Vermont’s U.S. Rep.-elect Becca Balint still isn’t a sworn member of Congress.
Balint was slated to make history on Tuesday, when she and the rest of the 118th Congress typically would have taken their oaths of office. Upon her swearing-in, she was set to become Vermont’s first-ever female member of Congress, as well as the state’s first openly gay member. Her wife, children, parents and siblings all caravanned to Washington, D.C., for the occasion.
But the House’s typical proceedings ground to a halt when Republicans, who had narrowly won a majority in November’s midterms, failed to coalesce around Rep. Kevin McCarthy, of California, as speaker. More than a dozen members of the right-wing House Freedom Caucus have consistently defected, spoiling McCarthy’s already narrow path to the speaker’s dais.
Until a speaker is elected, Balint and her 434 colleagues cannot be sworn in. And so she waits: no longer a state senator, and not yet a member of Congress despite her overwhelming victory in November.
In a phone interview Friday morning, just before she returned to the floor to cast her twelfth ballot for the speaker’s race, Balint said she ended the day Thursday feeling discouraged.
“We were three days in with no end in sight,” she said. “And I want to get to work. I want to actually get stuff done, and we can’t. We’re just in this limbo, and that doesn’t feel good for any of us.”

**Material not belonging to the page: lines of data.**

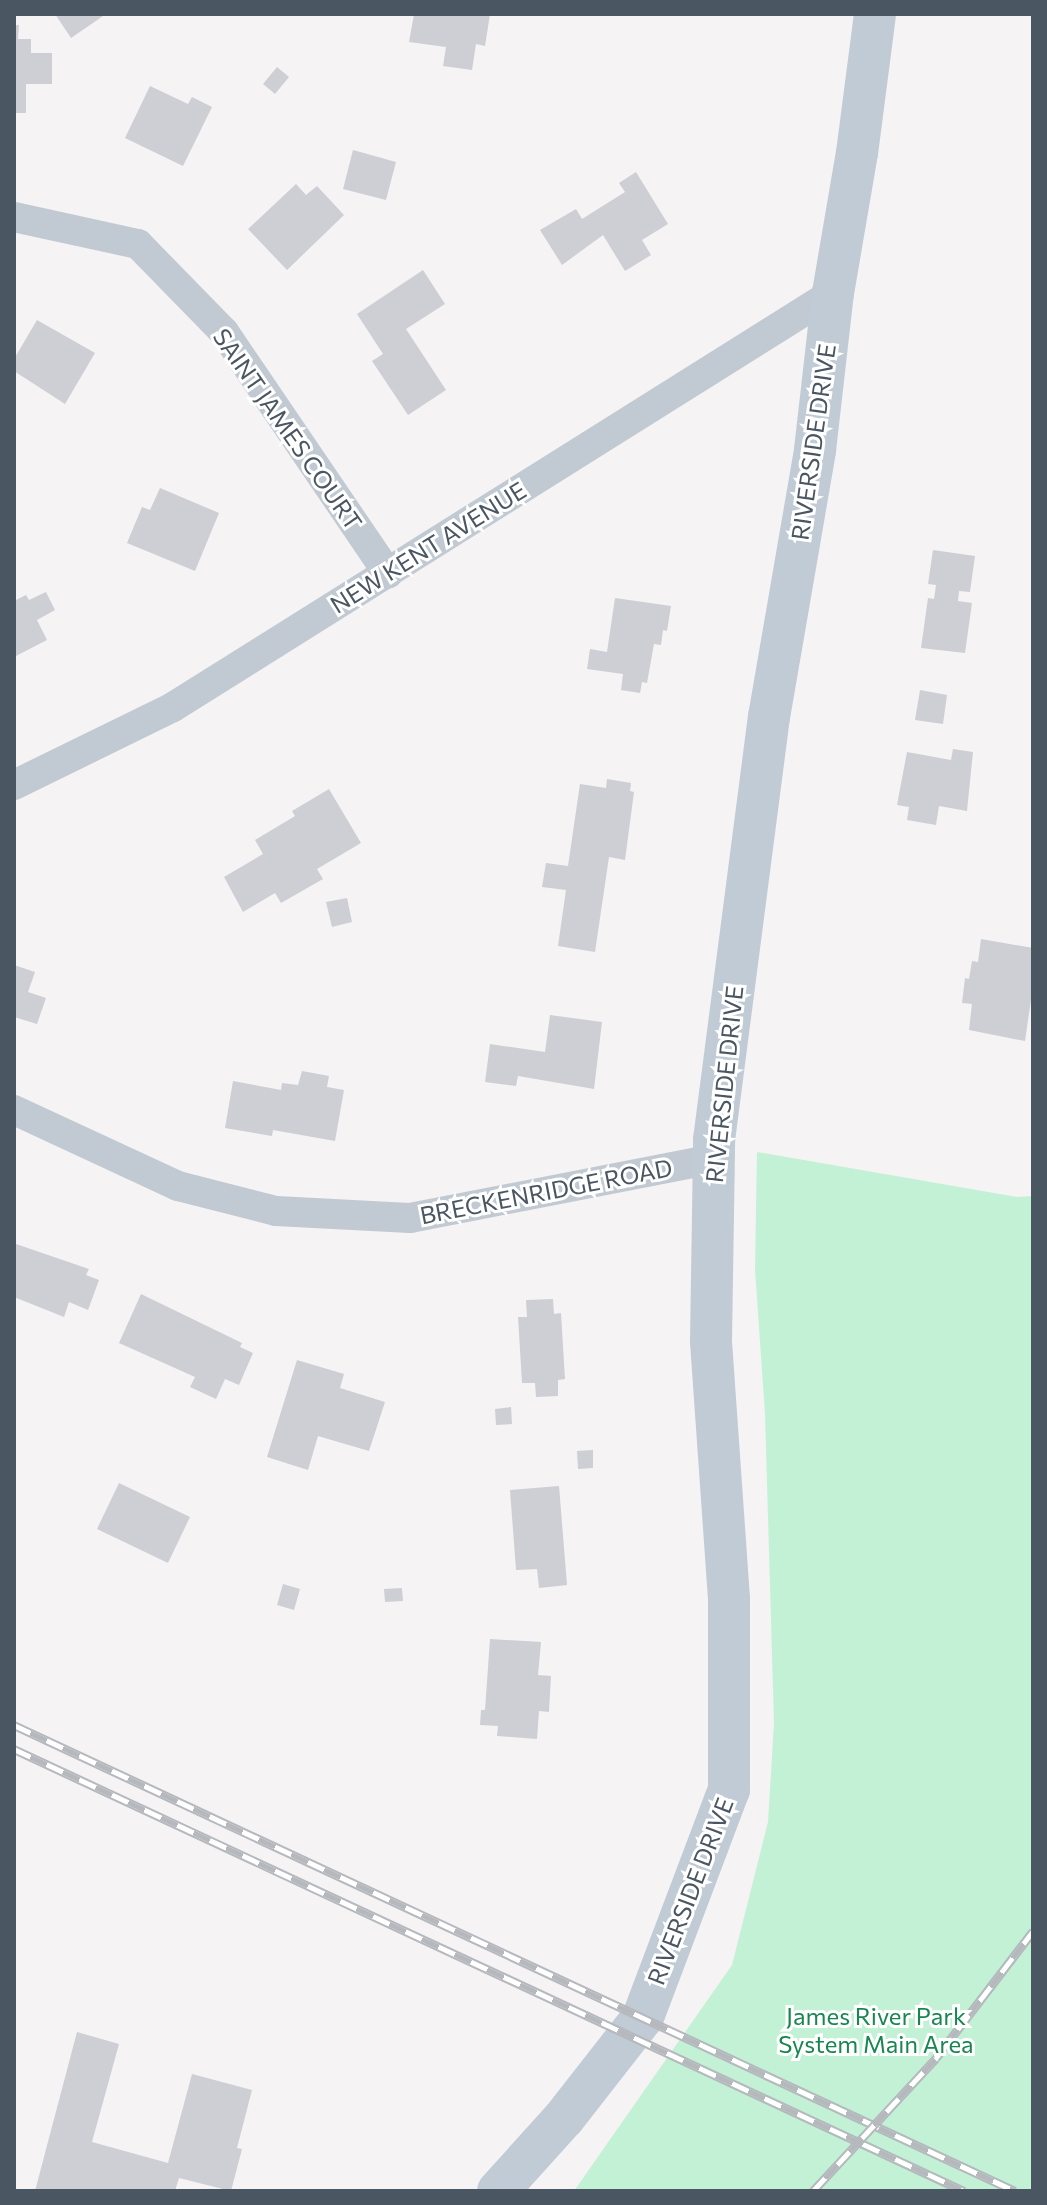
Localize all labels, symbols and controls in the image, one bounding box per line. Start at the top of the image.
street label: SAINT JAMES COURT [208,323,368,535]
street label: RIVERSIDE DRIVE [785,342,841,542]
street label: NEW KENT AVENUE [325,475,531,619]
street label: RIVERSIDE DRIVE [699,984,749,1184]
street label: BRECKENRIDGE ROAD [417,1152,675,1230]
street label: RIVERSIDE DRIVE [641,1793,739,1989]
park label: James River Park System Main Area [778,2002,974,2058]

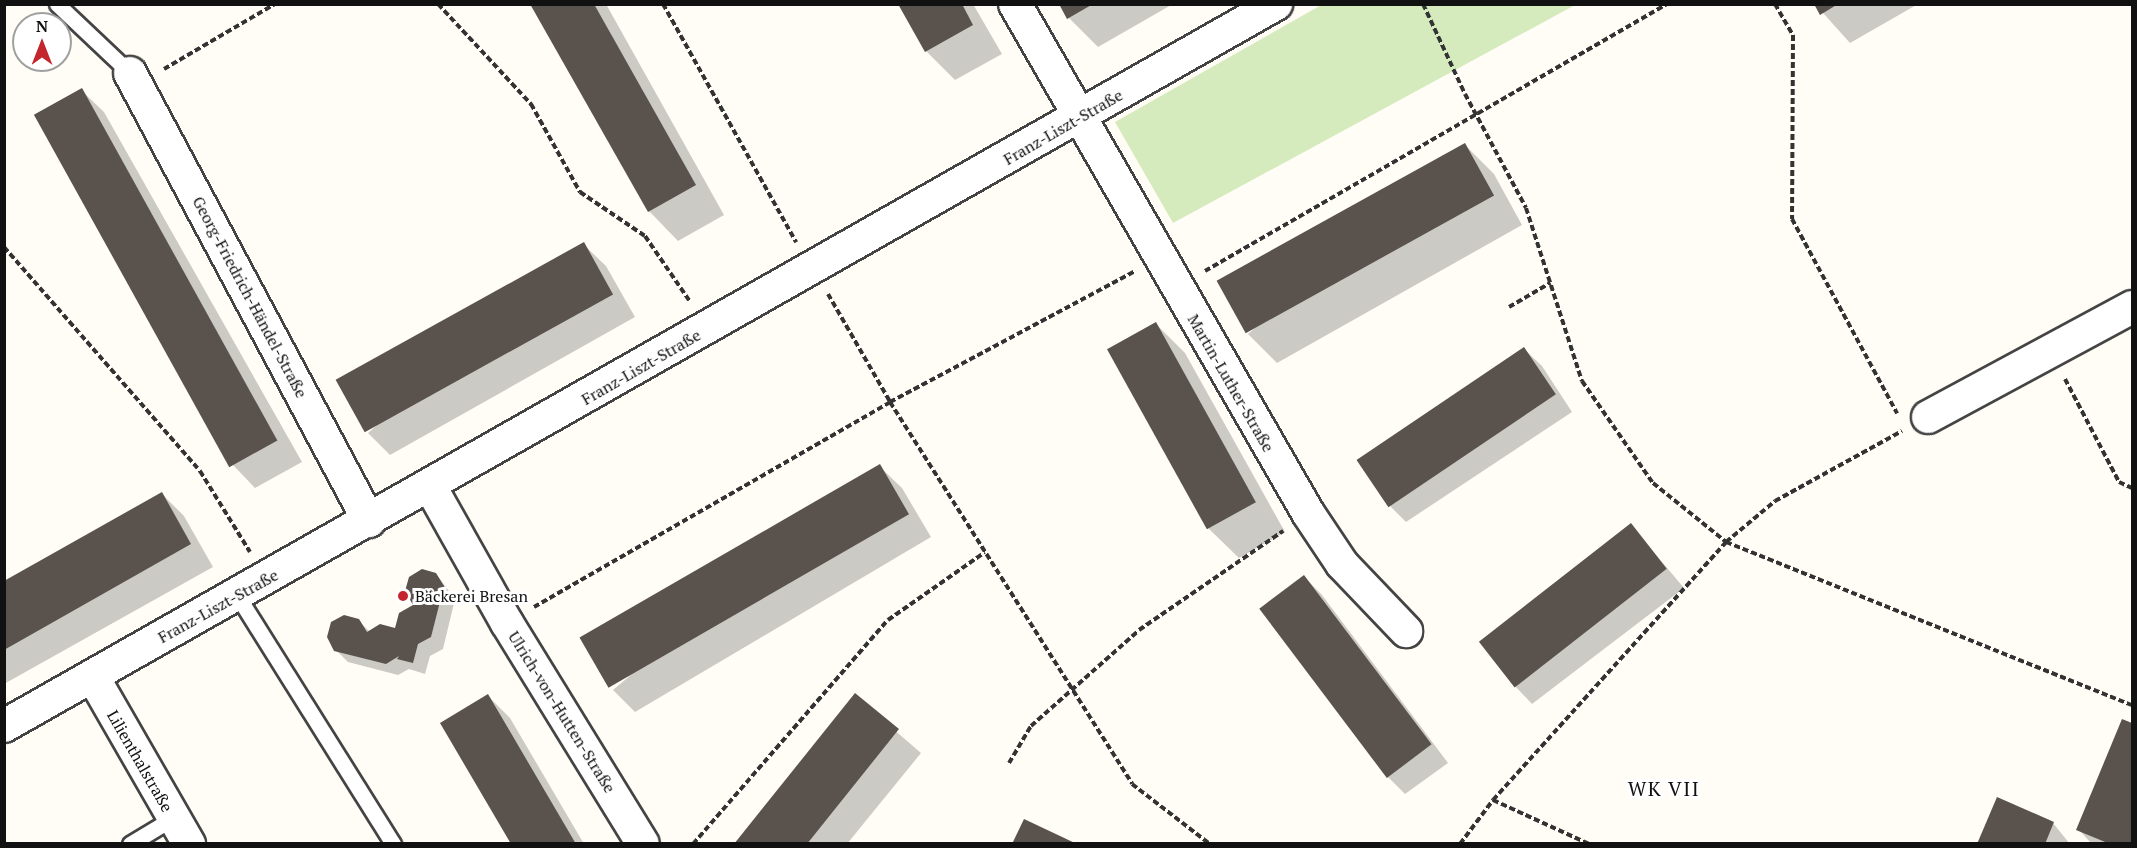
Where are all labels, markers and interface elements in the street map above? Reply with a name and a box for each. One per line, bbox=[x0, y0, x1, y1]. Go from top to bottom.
north arrow bbox=[12, 12, 72, 72]
text: N bbox=[36, 15, 48, 37]
street label: Franz-Liszt-Straße bbox=[1000, 85, 1126, 169]
street label: Georg-Friedrich-Händel-Straße bbox=[189, 193, 311, 401]
street label: Martin-Luther-Straße bbox=[1184, 311, 1278, 455]
street label: Franz-Liszt-Straße bbox=[578, 325, 704, 409]
street label: Franz-Liszt-Straße bbox=[155, 565, 281, 647]
place label: Bäckerei Bresan bbox=[415, 586, 528, 606]
marker: Bäckerei Bresan bbox=[396, 589, 410, 603]
street label: Ulrich-von-Hutten-Straße bbox=[504, 628, 620, 796]
street label: Lilienthalstraße bbox=[103, 707, 177, 815]
district label: WK VII bbox=[1627, 776, 1701, 800]

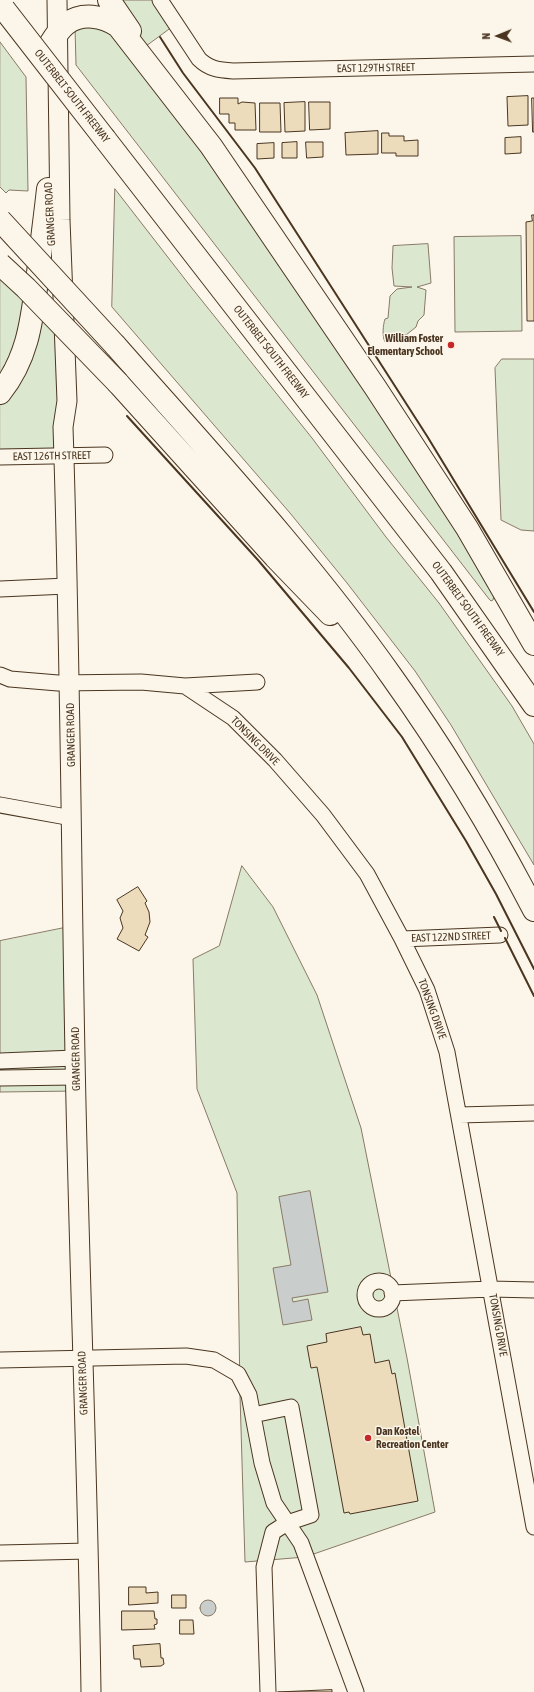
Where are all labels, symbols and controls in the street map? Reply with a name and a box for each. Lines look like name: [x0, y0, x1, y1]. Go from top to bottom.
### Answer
north arrow: [478, 16, 518, 56]
text: N: [480, 33, 492, 40]
street label: OUTERBELT SOUTH FREEWAY: [32, 47, 112, 145]
street label: EAST 129TH STREET: [337, 61, 415, 75]
street label: GRANGER ROAD: [42, 182, 58, 246]
street label: OUTERBELT SOUTH FREEWAY: [231, 303, 311, 401]
place label: William Foster Elementary School: [367, 332, 443, 358]
marker: William Foster Elementary School: [446, 340, 456, 350]
street label: EAST 126TH STREET: [13, 449, 91, 463]
street label: OUTERBELT SOUTH FREEWAY: [429, 559, 507, 659]
street label: GRANGER ROAD: [64, 703, 78, 767]
street label: TONSING DRIVE: [228, 714, 282, 768]
street label: EAST 122ND STREET: [411, 929, 491, 945]
street label: TONSING DRIVE: [415, 977, 449, 1041]
street label: GRANGER ROAD: [69, 1027, 83, 1091]
street label: TONSING DRIVE: [486, 1293, 510, 1357]
street label: GRANGER ROAD: [75, 1351, 91, 1415]
place label: Dan Kostel Recreation Center: [376, 1425, 448, 1451]
marker: Dan Kostel Recreation Center: [363, 1433, 373, 1443]

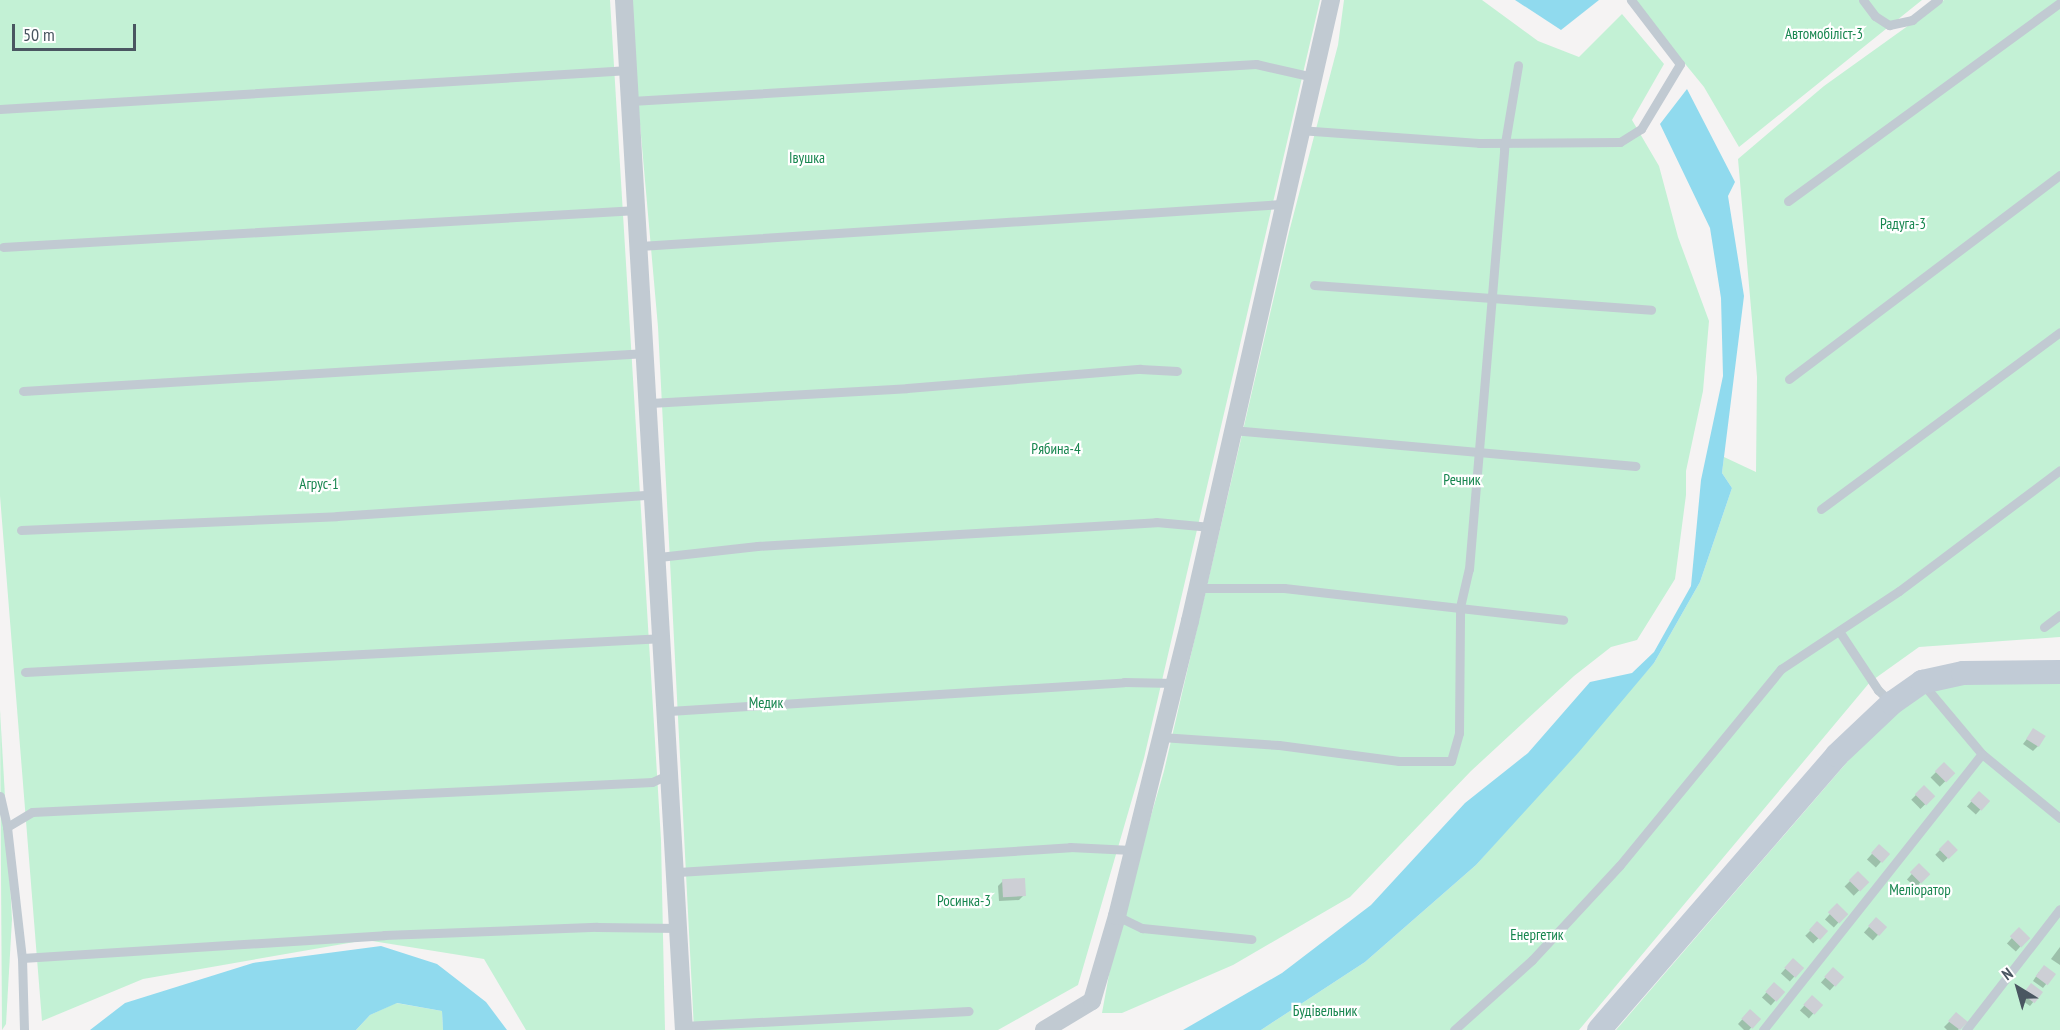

Balint, a former middle school history teacher, admitted with a sense of geeky glee that it is extraordinary to witness history firsthand. When McCarthy failed his ninth attempt to the speakership on Thursday, he surpassed a record set in 1923 for the most ballots cast for a speaker since the Civil War.
“One of the things that we were talking about last night with the kids was that they’ve also been part of history,” she said. “So this stalemate, although it’s really unpleasant and inconvenient for family members, they were pretty excited that they could go back to their school and talk about how this hadn’t happened in this way for so long in history. So we’re trying to make lemonade out of lemons.”
But it’s not all lemonade: Balint’s parents and siblings, who traveled to D.C. to watch her make history, couldn’t stay long enough to watch her take the oath.
On Friday, it appeared that McCarthy had made some progress wooing the fringe of his Republican caucus. By the thirteenth vote, 15 former spoilers had changed their loyalties to McCarthy, though it still was not enough to secure him the post. In the closely divided House, and with Democrats unflinching in their support of Rep. Hakeem Jeffries, of New York, McCarthy can only afford to lose four GOP votes.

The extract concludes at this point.